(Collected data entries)
*** Block opens ***

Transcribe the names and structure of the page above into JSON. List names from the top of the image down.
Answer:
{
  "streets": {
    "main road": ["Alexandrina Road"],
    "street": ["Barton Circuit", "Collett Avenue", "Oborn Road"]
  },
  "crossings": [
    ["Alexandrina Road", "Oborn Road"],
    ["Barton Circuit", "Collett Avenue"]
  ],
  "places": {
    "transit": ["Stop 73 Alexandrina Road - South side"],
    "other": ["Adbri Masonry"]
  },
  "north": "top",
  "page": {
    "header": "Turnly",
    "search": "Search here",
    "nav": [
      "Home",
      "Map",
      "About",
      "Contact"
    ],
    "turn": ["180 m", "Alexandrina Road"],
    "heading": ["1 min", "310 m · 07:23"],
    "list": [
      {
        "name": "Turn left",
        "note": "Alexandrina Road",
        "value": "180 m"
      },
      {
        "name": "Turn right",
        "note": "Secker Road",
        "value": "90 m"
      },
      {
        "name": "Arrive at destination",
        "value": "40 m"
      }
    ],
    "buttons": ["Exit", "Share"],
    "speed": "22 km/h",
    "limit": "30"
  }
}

*** Block closes ***

A verbatim repeat of all the entries above is the required answer.

Final answer:
Transcribe the names and structure of the page above into JSON. List names from the top of the image down.
Answer:
{
  "streets": {
    "main road": ["Alexandrina Road"],
    "street": ["Barton Circuit", "Collett Avenue", "Oborn Road"]
  },
  "crossings": [
    ["Alexandrina Road", "Oborn Road"],
    ["Barton Circuit", "Collett Avenue"]
  ],
  "places": {
    "transit": ["Stop 73 Alexandrina Road - South side"],
    "other": ["Adbri Masonry"]
  },
  "north": "top",
  "page": {
    "header": "Turnly",
    "search": "Search here",
    "nav": [
      "Home",
      "Map",
      "About",
      "Contact"
    ],
    "turn": ["180 m", "Alexandrina Road"],
    "heading": ["1 min", "310 m · 07:23"],
    "list": [
      {
        "name": "Turn left",
        "note": "Alexandrina Road",
        "value": "180 m"
      },
      {
        "name": "Turn right",
        "note": "Secker Road",
        "value": "90 m"
      },
      {
        "name": "Arrive at destination",
        "value": "40 m"
      }
    ],
    "buttons": ["Exit", "Share"],
    "speed": "22 km/h",
    "limit": "30"
  }
}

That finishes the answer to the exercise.